2. Include the youth. Young people from one church assisted hundreds of children who visited Samantha’s memorial by helping them write notes to the family.
3. Minister in the local language. At the memorial site, one church group sang in English, Spanish, and Vietnamese during a daily evening devotional.
4. Say what you mean. One church offered “anything the family needs.” When asked to provide one meal for three people, they said they were out of money. They said they meant any prayer support the family needed.

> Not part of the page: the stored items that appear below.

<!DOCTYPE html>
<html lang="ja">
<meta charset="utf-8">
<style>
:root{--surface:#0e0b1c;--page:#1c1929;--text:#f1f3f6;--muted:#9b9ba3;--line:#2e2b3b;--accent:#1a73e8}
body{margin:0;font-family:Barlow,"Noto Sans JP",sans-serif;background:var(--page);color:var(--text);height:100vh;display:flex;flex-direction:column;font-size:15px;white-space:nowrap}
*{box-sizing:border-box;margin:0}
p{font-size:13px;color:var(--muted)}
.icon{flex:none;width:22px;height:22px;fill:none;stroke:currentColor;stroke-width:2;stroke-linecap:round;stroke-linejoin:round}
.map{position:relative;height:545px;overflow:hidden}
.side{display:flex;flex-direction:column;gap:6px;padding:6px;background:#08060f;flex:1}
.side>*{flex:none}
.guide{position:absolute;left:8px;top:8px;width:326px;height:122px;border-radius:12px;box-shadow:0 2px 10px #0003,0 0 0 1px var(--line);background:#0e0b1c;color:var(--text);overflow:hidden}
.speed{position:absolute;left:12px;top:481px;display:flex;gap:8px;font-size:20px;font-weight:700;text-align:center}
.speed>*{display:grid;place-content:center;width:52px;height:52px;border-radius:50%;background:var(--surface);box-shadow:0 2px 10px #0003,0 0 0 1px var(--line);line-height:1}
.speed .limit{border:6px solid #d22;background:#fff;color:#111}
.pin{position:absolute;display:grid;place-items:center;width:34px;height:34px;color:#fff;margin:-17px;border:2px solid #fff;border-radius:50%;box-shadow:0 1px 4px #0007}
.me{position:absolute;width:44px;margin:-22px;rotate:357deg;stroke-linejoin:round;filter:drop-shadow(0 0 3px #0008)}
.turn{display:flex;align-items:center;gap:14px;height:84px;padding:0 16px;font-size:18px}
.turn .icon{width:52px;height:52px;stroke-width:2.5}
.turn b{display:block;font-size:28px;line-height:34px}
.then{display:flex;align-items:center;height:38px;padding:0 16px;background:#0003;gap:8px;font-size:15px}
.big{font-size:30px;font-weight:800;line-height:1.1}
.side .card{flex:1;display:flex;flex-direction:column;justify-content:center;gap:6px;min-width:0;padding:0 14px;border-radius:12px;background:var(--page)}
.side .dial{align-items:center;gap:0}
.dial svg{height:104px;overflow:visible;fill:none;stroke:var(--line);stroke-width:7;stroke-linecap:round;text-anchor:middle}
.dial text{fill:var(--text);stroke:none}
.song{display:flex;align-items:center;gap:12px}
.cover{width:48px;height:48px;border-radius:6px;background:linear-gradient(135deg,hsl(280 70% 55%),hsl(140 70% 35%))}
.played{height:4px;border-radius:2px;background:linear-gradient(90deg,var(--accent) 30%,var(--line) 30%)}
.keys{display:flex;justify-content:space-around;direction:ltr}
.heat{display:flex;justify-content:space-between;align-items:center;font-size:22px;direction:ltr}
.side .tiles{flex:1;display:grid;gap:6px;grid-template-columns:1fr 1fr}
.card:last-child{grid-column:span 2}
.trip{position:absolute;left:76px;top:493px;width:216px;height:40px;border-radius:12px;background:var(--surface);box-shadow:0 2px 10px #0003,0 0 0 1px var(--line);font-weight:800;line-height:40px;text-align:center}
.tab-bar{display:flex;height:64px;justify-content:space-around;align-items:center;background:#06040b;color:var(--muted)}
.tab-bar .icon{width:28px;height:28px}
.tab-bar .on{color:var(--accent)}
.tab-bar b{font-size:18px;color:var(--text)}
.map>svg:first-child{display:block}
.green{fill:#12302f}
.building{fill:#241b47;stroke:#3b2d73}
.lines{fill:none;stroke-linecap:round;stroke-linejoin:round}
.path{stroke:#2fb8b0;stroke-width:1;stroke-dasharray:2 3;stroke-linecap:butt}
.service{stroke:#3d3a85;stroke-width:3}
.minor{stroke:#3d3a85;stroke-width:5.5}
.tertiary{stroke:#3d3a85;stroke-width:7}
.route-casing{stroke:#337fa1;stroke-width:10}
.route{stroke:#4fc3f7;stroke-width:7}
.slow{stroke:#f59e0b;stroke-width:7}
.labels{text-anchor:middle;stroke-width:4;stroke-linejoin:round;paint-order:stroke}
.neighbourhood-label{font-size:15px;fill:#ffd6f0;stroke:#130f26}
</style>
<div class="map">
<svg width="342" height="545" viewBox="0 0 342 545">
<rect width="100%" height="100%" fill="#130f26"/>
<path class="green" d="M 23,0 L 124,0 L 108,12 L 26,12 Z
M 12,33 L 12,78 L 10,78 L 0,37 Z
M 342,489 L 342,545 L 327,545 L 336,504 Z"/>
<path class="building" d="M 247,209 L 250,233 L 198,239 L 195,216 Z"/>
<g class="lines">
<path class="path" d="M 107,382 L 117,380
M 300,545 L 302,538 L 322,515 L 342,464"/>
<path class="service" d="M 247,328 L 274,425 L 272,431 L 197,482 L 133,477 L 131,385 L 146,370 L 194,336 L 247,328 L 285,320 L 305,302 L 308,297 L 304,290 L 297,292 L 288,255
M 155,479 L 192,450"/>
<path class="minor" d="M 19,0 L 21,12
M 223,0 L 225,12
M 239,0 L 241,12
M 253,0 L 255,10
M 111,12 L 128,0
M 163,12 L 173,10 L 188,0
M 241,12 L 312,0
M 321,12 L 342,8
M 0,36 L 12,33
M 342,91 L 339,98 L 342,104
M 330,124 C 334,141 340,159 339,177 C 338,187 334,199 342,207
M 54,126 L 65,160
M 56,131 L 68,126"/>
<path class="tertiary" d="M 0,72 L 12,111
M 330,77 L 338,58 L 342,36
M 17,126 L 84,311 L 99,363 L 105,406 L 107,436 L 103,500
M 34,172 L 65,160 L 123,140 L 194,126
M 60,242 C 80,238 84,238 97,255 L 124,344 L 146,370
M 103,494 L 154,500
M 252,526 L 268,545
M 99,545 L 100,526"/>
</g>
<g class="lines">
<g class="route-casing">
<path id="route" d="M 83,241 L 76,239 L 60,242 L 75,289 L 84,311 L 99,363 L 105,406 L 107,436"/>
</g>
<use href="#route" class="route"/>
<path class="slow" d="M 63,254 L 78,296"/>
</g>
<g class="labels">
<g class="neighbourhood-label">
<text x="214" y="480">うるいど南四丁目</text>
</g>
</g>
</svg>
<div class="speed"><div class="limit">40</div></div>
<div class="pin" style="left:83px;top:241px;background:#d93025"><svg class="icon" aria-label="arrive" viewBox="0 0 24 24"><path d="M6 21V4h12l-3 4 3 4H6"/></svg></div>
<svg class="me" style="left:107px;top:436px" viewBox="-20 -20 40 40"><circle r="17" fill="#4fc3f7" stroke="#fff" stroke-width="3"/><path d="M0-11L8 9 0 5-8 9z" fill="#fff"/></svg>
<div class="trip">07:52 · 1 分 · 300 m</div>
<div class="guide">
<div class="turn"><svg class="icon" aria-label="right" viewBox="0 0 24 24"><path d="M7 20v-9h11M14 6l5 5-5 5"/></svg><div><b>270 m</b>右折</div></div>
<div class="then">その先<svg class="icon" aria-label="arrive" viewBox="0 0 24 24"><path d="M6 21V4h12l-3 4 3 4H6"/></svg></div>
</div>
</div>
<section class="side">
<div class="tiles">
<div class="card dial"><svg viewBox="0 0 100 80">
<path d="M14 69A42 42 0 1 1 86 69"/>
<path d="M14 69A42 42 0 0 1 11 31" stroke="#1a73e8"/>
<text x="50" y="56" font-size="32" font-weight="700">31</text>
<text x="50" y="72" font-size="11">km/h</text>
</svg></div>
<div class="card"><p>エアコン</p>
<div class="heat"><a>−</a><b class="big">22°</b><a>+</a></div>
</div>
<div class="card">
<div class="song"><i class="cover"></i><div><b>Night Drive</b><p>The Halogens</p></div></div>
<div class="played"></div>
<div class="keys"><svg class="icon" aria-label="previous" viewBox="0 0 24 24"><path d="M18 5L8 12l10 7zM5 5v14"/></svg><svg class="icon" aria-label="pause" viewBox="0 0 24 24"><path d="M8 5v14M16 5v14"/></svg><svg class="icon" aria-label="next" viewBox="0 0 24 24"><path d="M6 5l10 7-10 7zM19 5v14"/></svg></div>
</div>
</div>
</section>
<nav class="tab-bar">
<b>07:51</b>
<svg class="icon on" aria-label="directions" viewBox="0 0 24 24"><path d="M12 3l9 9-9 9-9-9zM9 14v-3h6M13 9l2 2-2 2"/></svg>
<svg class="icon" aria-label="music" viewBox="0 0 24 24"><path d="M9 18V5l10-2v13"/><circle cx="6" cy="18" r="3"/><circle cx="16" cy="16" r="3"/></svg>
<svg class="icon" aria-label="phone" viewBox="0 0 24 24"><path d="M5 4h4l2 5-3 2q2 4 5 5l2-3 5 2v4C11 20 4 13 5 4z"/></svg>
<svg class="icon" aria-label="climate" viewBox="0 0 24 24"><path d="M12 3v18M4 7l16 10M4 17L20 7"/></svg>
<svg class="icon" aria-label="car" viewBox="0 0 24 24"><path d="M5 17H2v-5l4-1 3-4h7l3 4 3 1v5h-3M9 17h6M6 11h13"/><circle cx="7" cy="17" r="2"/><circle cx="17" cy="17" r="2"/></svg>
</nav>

5. Offer to fill an unmet need. During the Laguna Beach fires, one church offered their facility as a shelter for victims with pets before the emergency kennel opened. Elderly pet owners who didn’t want to be separated from their pets were especially thankful. The church and its location were prominently announced in the media.
6. Keep it short. At one large public funeral, a stage full of pastors greeted, read, prayed, worshiped, reminisced, and preached for two and one-half hours. A community already on emotional overload will appreciate sincerity and brevity.
In times of tragedy, the church needs to go where the action is, where the hurt is. This is the frontline of ministry.
Connie Regener is a minister and writer in Irvine, California.